Il secondo tempo del Napoli è stato preoccupante perché del tutto incongruo rispetto alle qualità dei calciatori, alle prime due partite giocate e all'anno scorso tutto (fatta eccezione, forse, per quel Napoli-Milan che ADL ancora ricorda). Chi parlava di residuo di Spalletti forse ieri si sarà ricreduto: quel Napoli faceva dell'essere corto e stretto la sua più importante qualità. Stupisce comunque che nessuno dei calciatori abbia pensato ad un certo punto ad abbassarsi, tranquillizzare le acque e poi ricominciare piano piano con pazienza a girare il pallone. Dopo il gol di Kamada c'è stata troppa frenesia, forse presunzione e tanti nervi. Oltre alla stanchezza, che chiaramente ha bussato alla porta dopo aver dovuto sfilacciarsi con tantissime rincorse all'indietro per quasi un'ora. È sembrato un Napoli presuntuoso e in crisi di identità, che quasi non ha più calciato in porta dopo l'1-2 e ha subìto altri due gol per fortuna in fuorigioco. Inspiegabile il cambio di Kvaratskhelia e anche le due punte in una situazione di tale disequilibrio, dove proprio all'area avversaria ci si arrivava con fatica.
La Lazio, dal canto suo, ha capito l'antifona molto presto e ha fatto semplicemente ciò che sa fare: si è affidata al suo spartito come àncora per le difficoltà. Questo è il calcio delle squadre che hanno limiti e non sono piene di campioni. La fluidità e l'interpretazione individuale sono per il Real e il Bayern Monaco, in Italia servono le idee in campo come sul mercato. Garcia, che queste idee le ha eccome, ha forse sopravvalutato i suoi calciatori su certi aspetti e dovrebbe guardare di più a ciò che accadeva l'anno scorso. Senza il dominio, il pallino del gioco, questi calciatori vanno in difficoltà perché non sono abituati alle giocate a campo aperto in fase di non possesso. Lo si è visto con il Milan in situazione di condizione ben migliore. Insomma, il tecnico dovrebbe comprendere che la costanza - soprattutto per l'emotività dei calciatori e per la loro mente, nonché per i risultati in sé - porta molto di più che la duttilità nel nostro campionato, pur con tutti i limiti che il piano A possa avere. E non si dica che ieri s'è visto un calcio europeo: il Napoli semplicemente nel secondo tempo, alla mezz'ora è scomparso dal campo ed è piombato in una grossa crisi di sfiducia nei propri mezzi. Rrahmani ha sbagliato tutti gli appoggi, Osimhen si è affievolito come una candela quasi sciolta. Anguissa andava al piccolo trotto. L'unico calciatore che pareva nervoso, reattivo a ciò che accadeva è stato Politano (poi sostituito per Lindstrom, buon esordio: è forte ndr), che al momento del secondo gol annullato di Guendouzi ha chiesto agli altri di usare la testa.

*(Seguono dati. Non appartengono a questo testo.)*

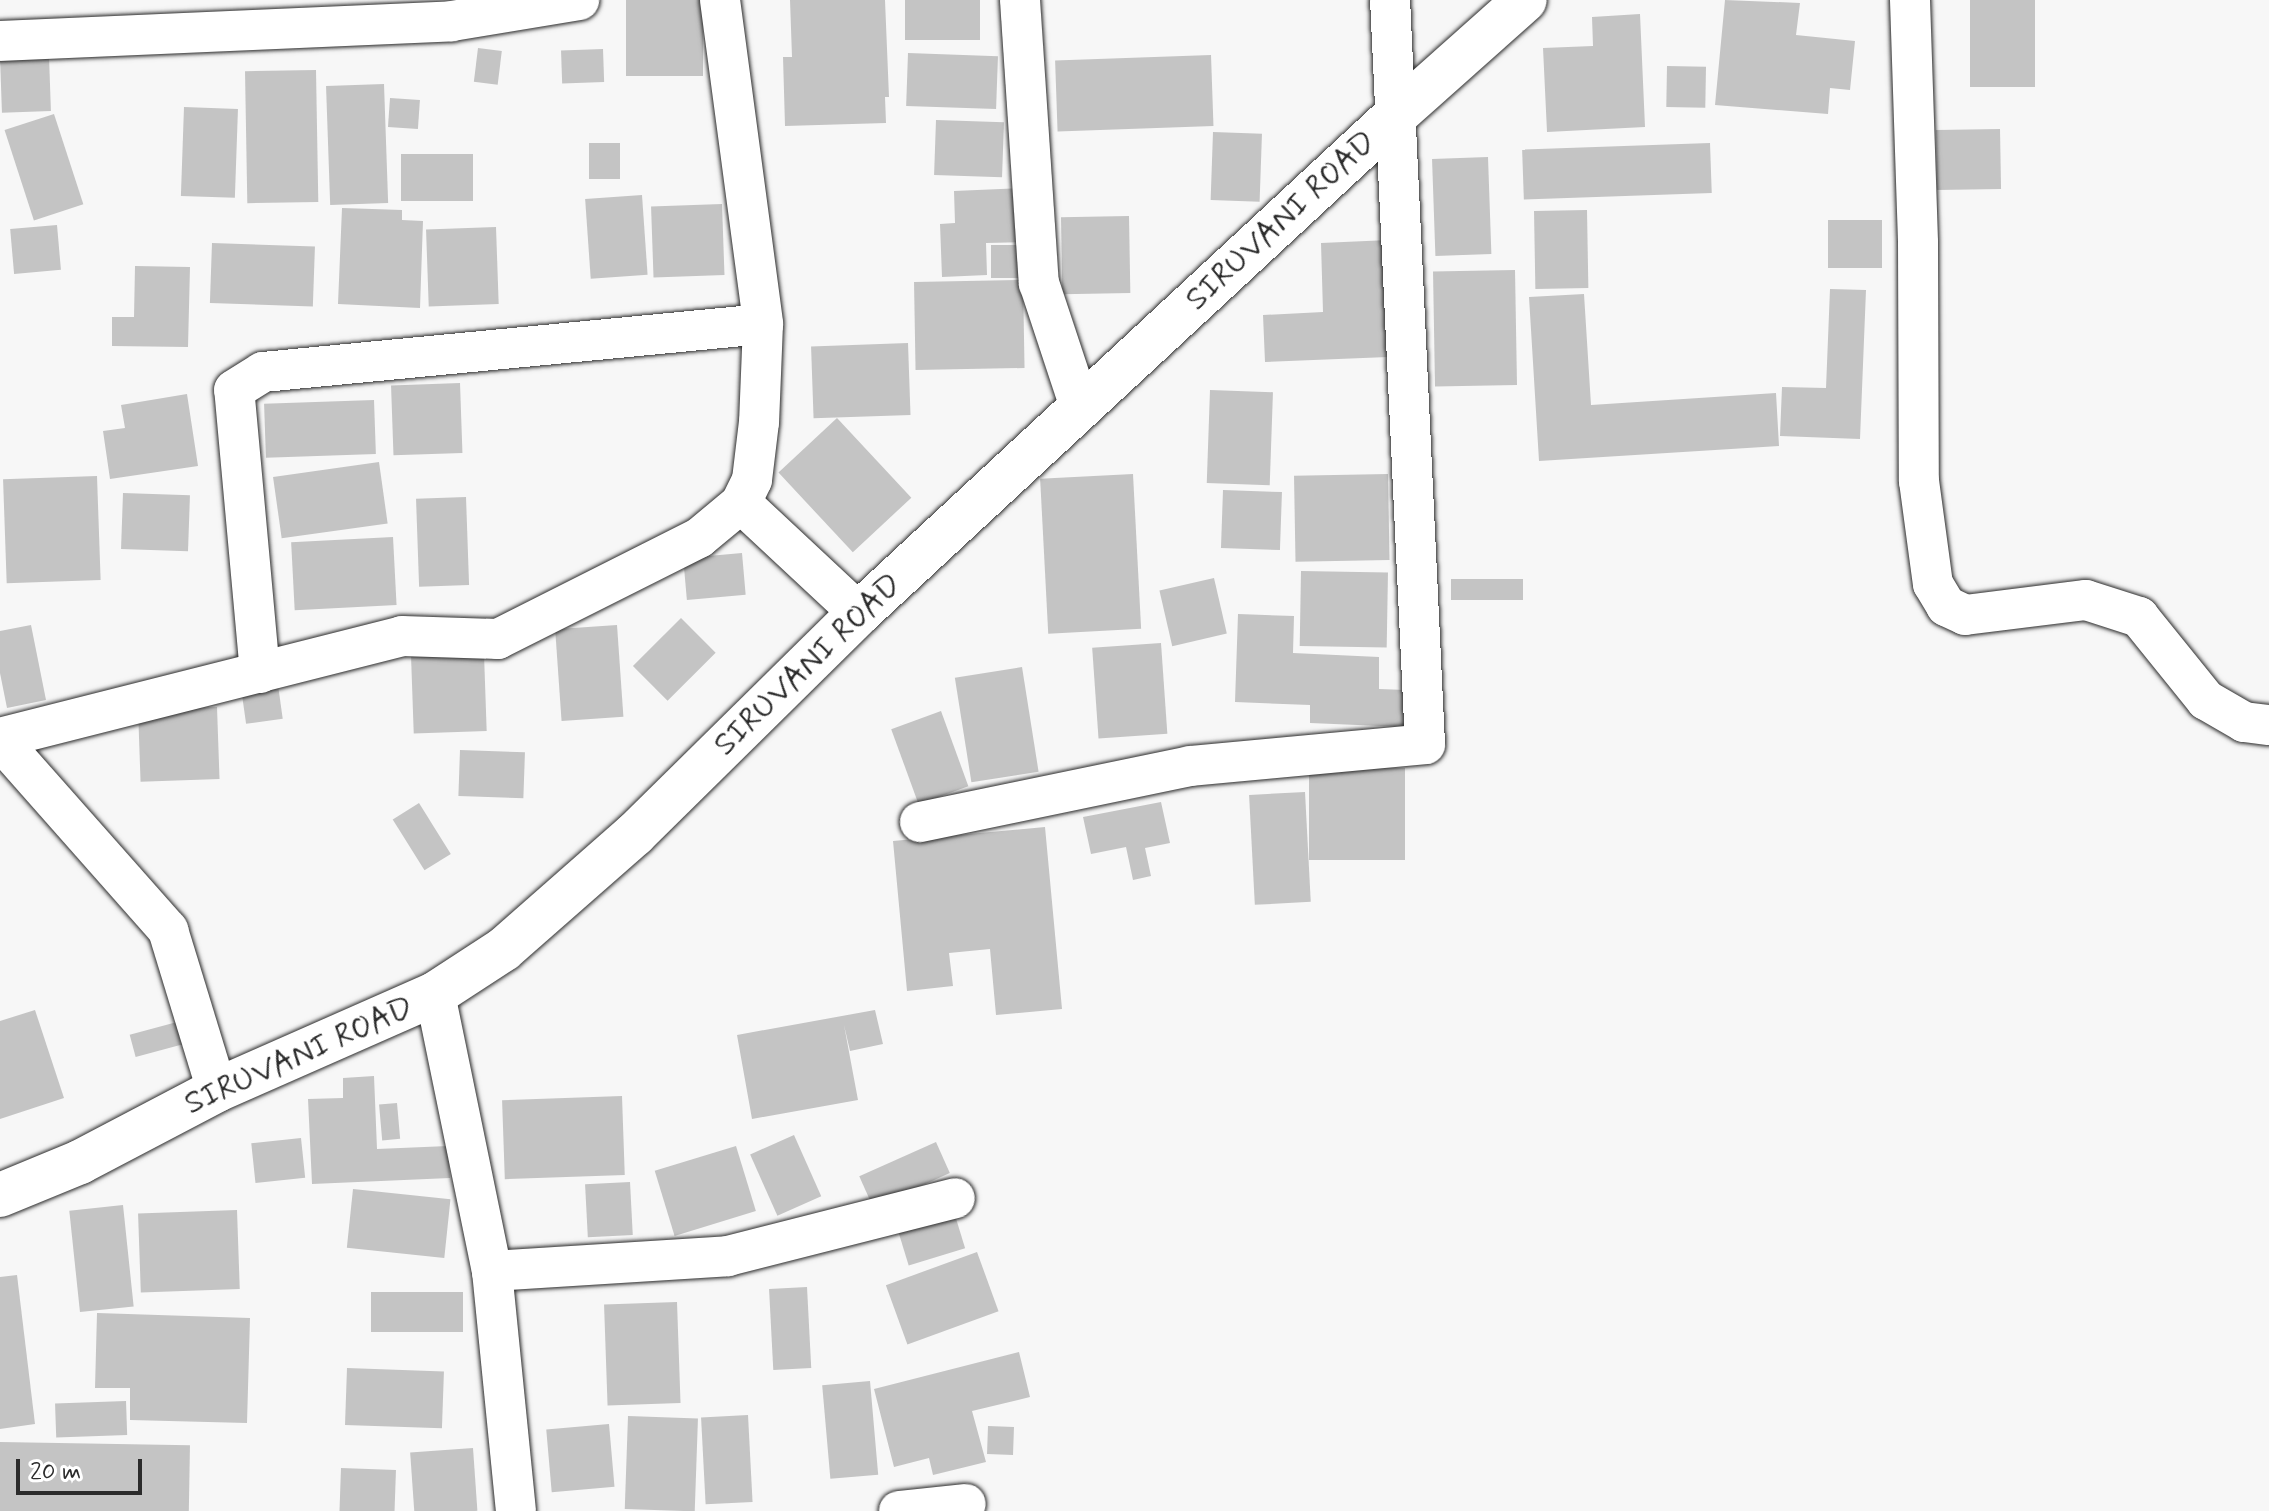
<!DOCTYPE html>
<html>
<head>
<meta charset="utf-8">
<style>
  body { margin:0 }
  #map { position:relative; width:2269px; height:1511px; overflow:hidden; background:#f7f7f7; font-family:Mynerve,sans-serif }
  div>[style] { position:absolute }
  .building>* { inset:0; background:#c4c4c4; transform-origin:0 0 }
  .roads { filter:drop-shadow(0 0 2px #2b2b2b) drop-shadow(0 0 2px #2b2b2b) }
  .minor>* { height:40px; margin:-20px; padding:0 20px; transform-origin:20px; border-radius:20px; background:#fff }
  .tertiary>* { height:44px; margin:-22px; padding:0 22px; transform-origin:22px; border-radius:22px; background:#fff }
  span { translate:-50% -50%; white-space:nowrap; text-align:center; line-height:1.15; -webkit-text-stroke:6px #fff; paint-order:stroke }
  .street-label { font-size:32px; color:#2b2b2b }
  .scale { position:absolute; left:16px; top:1459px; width:126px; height:36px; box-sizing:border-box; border:4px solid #2b2b2b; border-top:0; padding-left:10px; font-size:24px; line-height:28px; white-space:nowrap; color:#2b2b2b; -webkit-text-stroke:6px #fff; paint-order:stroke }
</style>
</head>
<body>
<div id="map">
  <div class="building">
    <i style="left:626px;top:0;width:77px;height:76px"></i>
    <i style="clip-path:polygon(790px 0,885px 0,889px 97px,885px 97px,886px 123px,785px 126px,783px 57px,792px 57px)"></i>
    <i style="left:905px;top:0;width:75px;height:40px"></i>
    <i style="clip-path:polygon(1725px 0,1800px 3px,1796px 35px,1855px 41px,1850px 90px,1830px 88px,1828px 114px,1715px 105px)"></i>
    <i style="left:1970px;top:0;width:65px;height:87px"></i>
    <i style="clip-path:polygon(1640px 14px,1645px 127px,1547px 132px,1543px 48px,1593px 46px,1592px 17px)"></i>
    <i style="left:478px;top:48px;width:24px;height:34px;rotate:7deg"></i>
    <i style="left:603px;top:49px;width:33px;height:42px;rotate:88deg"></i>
    <i style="left:908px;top:53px;width:90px;height:53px;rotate:2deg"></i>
    <i style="left:1211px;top:55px;width:71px;height:156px;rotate:88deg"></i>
    <i style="left:49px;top:56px;width:55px;height:49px;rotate:88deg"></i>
    <i style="left:1667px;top:66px;width:39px;height:41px;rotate:1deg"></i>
    <i style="left:316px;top:70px;width:132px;height:71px;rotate:89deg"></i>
    <i style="left:384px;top:84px;width:119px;height:58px;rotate:88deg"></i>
    <i style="left:390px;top:98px;width:30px;height:29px;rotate:4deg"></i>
    <i style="left:184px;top:107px;width:54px;height:89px;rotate:2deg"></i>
    <i style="left:54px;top:114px;width:95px;height:52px;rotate:72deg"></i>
    <i style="left:936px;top:120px;width:68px;height:55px;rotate:2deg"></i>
    <i style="left:2000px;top:129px;width:60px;height:64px;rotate:89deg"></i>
    <i style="left:1213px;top:132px;width:49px;height:68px;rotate:2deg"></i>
    <i style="left:589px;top:143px;width:31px;height:36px"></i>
    <i style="left:1710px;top:143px;width:50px;height:188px;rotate:88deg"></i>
    <i style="left:473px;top:154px;width:47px;height:72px;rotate:90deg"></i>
    <i style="left:1488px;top:157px;width:97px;height:56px;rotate:88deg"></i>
    <i style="clip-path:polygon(1024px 188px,1025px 242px,986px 243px,987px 275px,942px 277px,940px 224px,955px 223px,954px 191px)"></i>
    <i style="left:642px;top:195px;width:80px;height:57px;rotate:86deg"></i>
    <i style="left:722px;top:204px;width:71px;height:71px;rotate:88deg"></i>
    <i style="clip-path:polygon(342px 208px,402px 210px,402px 220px,423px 221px,420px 308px,338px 304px)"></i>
    <i style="left:1587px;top:210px;width:78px;height:53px;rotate:89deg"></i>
    <i style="left:1129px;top:216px;width:77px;height:68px;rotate:89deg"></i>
    <i style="left:1828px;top:220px;width:54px;height:48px"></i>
    <i style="left:57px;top:225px;width:45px;height:47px;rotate:85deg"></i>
    <i style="left:496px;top:227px;width:77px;height:70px;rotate:88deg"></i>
    <i style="clip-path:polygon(1389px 240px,1388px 357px,1265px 362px,1263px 315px,1323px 312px,1321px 243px)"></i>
    <i style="left:212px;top:243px;width:103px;height:60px;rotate:2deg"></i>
    <i style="left:991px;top:245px;width:32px;height:33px"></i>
    <i style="clip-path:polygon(135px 266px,190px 267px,188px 347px,112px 346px,112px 317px,134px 317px)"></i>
    <i style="left:1515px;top:270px;width:115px;height:82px;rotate:89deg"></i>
    <i style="left:1023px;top:280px;width:88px;height:109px;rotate:89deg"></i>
    <i style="clip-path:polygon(1830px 289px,1866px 290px,1860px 439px,1780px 436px,1782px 387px,1826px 388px)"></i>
    <i style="clip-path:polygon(1584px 294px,1591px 405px,1776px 393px,1779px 446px,1539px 461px,1529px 297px)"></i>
    <i style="left:908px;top:343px;width:72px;height:97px;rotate:88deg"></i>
    <i style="left:460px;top:383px;width:70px;height:69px;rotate:88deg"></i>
    <i style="left:1210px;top:390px;width:63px;height:93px;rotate:2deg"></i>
    <i style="clip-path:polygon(187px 394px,198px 466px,110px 479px,103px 431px,125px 428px,121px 405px)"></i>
    <i style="left:374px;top:400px;width:54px;height:110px;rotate:88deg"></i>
    <i style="left:837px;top:418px;width:109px;height:80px;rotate:47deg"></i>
    <i style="left:379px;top:462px;width:62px;height:107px;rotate:82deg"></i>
    <i style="left:1133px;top:474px;width:155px;height:93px;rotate:87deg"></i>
    <i style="left:1388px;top:474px;width:86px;height:94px;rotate:89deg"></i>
    <i style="left:97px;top:476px;width:104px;height:94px;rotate:88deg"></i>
    <i style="left:1223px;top:490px;width:59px;height:58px;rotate:2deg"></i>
    <i style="left:123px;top:493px;width:67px;height:56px;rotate:2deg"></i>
    <i style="left:466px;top:497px;width:88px;height:50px;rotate:88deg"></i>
    <i style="left:393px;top:537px;width:68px;height:102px;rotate:87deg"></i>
    <i style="left:742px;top:553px;width:42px;height:59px;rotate:85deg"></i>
    <i style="left:1301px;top:571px;width:87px;height:75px;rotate:1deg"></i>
    <i style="left:1214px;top:578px;width:57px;height:56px;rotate:77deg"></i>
    <i style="left:1523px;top:579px;width:21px;height:72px;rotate:90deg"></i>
    <i style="clip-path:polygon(1238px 614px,1294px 616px,1293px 653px,1379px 657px,1379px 689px,1406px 690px,1405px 727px,1310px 723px,1310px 705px,1235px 702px)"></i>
    <i style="left:681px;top:618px;width:49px;height:68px;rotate:45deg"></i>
    <i style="clip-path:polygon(31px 625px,46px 700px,7px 708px,0 673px,0 631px)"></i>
    <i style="left:617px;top:625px;width:92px;height:62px;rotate:86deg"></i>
    <i style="left:1161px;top:643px;width:91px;height:69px;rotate:86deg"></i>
    <i style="left:484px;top:654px;width:77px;height:73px;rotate:88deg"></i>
    <i style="left:1022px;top:667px;width:106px;height:68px;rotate:81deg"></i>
    <i style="left:278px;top:685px;width:34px;height:37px;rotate:82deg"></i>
    <i style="left:217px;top:707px;width:72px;height:79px;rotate:88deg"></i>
    <i style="left:941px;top:711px;width:80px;height:53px;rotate:70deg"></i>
    <i style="left:460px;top:750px;width:65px;height:46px;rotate:2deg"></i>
    <i style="left:1405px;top:768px;width:92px;height:96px;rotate:90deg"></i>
    <i style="left:1305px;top:792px;width:110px;height:56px;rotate:87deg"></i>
    <i style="clip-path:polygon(1161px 802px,1170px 843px,1145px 848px,1151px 876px,1133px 880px,1126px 847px,1091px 854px,1083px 817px)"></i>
    <i style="left:419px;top:803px;width:60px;height:31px;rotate:58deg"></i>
    <i style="clip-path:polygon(1045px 827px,1062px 1009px,996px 1015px,990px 949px,949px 953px,953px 986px,907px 991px,893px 841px)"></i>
    <i style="clip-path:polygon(35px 1010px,64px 1098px,0 1119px,0 1021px)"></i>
    <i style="clip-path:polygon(875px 1010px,883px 1044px,850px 1051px,844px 1025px,858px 1100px,752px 1119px,737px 1035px)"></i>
    <i style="left:177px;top:1022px;width:23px;height:49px;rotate:75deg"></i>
    <i style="clip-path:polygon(374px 1076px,377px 1149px,448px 1146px,450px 1178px,312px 1184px,308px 1099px,343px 1098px,343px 1078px)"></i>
    <i style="left:622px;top:1096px;width:79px;height:120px;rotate:88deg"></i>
    <i style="left:397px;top:1103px;width:36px;height:18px;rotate:85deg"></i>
    <i style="left:794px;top:1135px;width:67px;height:48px;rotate:66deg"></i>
    <i style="left:301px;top:1138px;width:40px;height:50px;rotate:84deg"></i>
    <i style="left:936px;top:1142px;width:34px;height:84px;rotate:66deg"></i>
    <i style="left:736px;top:1146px;width:68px;height:85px;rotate:73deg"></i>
    <i style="left:630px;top:1182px;width:53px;height:45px;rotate:87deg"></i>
    <i style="left:353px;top:1189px;width:98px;height:59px;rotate:6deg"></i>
    <i style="left:123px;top:1205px;width:102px;height:54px;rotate:84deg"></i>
    <i style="left:237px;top:1210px;width:79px;height:99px;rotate:88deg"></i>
    <i style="left:954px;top:1212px;width:38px;height:59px;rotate:73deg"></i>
    <i style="left:977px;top:1252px;width:63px;height:97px;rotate:70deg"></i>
    <i style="clip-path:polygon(17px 1275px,35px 1424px,0 1429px,0 1277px)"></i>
    <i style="left:807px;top:1287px;width:81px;height:38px;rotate:87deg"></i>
    <i style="left:463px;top:1292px;width:40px;height:92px;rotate:90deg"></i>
    <i style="left:677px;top:1302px;width:101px;height:73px;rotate:88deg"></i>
    <i style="clip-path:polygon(97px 1313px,250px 1318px,247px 1423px,130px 1420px,130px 1388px,95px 1388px)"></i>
    <i style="clip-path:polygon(1019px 1352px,1030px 1397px,972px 1411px,986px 1462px,933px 1475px,929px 1458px,894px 1467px,874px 1389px)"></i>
    <i style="left:347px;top:1368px;width:97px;height:57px;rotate:2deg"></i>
    <i style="left:870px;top:1381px;width:94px;height:48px;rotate:85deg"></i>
    <i style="left:126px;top:1401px;width:34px;height:71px;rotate:88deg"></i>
    <i style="left:748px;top:1415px;width:87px;height:47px;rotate:87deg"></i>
    <i style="left:628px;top:1416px;width:70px;height:93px;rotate:2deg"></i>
    <i style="left:609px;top:1424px;width:63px;height:63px;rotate:85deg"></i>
    <i style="left:988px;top:1426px;width:26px;height:28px;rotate:2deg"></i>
    <i style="left:0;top:1442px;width:190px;height:69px;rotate:1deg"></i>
    <i style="left:473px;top:1448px;width:63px;height:63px;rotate:86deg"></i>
    <i style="left:341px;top:1468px;width:55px;height:43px;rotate:2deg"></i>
  </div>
  <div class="roads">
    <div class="minor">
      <i style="left:720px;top:0;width:327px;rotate:82.4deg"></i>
      <i style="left:763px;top:324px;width:98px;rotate:92.3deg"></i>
      <i style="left:759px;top:422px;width:58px;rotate:96.9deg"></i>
      <i style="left:752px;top:480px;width:25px;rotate:116deg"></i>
      <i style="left:1020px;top:0;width:284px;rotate:86.2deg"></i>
      <i style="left:1039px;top:283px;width:131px;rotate:71.7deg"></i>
      <i style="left:1910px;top:0;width:243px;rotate:88.1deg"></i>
      <i style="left:1918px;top:243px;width:238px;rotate:89.8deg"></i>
      <i style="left:1919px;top:481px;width:104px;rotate:82.3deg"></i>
      <i style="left:1933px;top:584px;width:26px;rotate:59deg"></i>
      <i style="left:1946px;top:606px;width:21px;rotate:25deg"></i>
      <i style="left:1965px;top:615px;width:122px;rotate:-7.1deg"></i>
      <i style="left:2086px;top:600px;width:56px;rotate:17.8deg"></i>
      <i style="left:2139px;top:617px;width:107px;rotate:51.1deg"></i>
      <i style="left:2206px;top:700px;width:44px;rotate:30.1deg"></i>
      <i style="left:2244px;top:722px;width:25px;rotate:7deg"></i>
      <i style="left:0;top:41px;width:452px;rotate:-2.5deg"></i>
      <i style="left:452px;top:21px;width:129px;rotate:-9.4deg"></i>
      <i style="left:260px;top:673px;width:284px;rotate:-95.2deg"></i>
      <i style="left:234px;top:390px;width:34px;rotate:-32deg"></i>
      <i style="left:263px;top:372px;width:502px;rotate:-5.48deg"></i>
      <i style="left:0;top:738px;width:415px;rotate:-14.2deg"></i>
      <i style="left:402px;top:636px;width:96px;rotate:1.8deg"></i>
      <i style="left:498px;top:639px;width:225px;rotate:-26.7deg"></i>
      <i style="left:699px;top:538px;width:55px;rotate:-39.8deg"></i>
      <i style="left:741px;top:503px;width:161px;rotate:43deg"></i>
      <i style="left:0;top:740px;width:254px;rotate:48.5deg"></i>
      <i style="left:168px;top:930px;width:167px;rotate:73deg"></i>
      <i style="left:920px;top:822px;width:276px;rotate:-11.7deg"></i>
      <i style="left:1190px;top:766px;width:236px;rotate:-5.3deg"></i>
      <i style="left:1425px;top:744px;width:745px;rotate:-92.69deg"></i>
      <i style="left:435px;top:994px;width:283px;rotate:78.4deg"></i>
      <i style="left:492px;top:1271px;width:241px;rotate:84.3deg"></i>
      <i style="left:492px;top:1271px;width:236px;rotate:-3.6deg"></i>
      <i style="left:728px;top:1256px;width:234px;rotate:-14.3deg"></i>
      <i style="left:899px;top:1511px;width:67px;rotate:-6deg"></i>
    </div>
    <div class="tertiary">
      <i style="left:0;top:1195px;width:87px;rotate:-22.4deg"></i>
      <i style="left:80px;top:1162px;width:155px;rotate:-27.7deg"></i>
      <i style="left:217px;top:1090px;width:238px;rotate:-23.8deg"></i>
      <i style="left:435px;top:994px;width:82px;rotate:-33.1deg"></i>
      <i style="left:504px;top:949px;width:174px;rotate:-41.3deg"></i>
      <i style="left:635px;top:834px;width:315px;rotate:-44.6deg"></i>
      <i style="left:859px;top:613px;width:734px;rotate:-42.85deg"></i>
      <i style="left:1397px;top:114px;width:171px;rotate:-41.7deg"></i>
    </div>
  </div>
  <div class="street-label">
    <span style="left:1281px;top:221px;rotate:-43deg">SIRUVANI ROAD</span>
    <span style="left:808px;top:665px;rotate:-44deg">SIRUVANI ROAD</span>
    <span style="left:299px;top:1056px;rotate:-24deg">SIRUVANI ROAD</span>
  </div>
  <div class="scale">20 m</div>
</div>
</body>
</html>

La pausa porta consiglio e si spera porti anche Natan con sé, perché l'impressione è che una squadra che voglia giocare così alta non possa prescindere da un giocatore che abbia agio a tenere tanti metri dietro. Poi, è logico, non si giocherà sempre e solo contro la Lazio che ha buonissime doti tecniche e molte gare il Napoli le vincerà di superiorità e forza grazie ai singoli. Resta difficilissimo per rosa, collettivo e tecnico che questa squadra non termini il campionato nelle prime tre della classifica e non arrivi a giocarsi gli Ottavi di Champions. Servirebbe un harakiri importante. Oltretutto è la terza giornata e la Lazio veniva da due sconfitte clamorose che l'avevano compattata: chissà come sarebbe finita se avesse affrontato il Milan al posto della Roma (i calendari sì, contano). Garcia ora ha due settimane per riflettere e chiudere i rubinetti pieni di perdite, magari anche nervose ed emotive. Di buono c'è che la prima sconfitta, il ritorno alla Terra c'è stato molto prima di entrare nel vivo di una stagione che comunque sarà difficilissima e impegnativa. Per un giudizio completo ci vorranno mesi.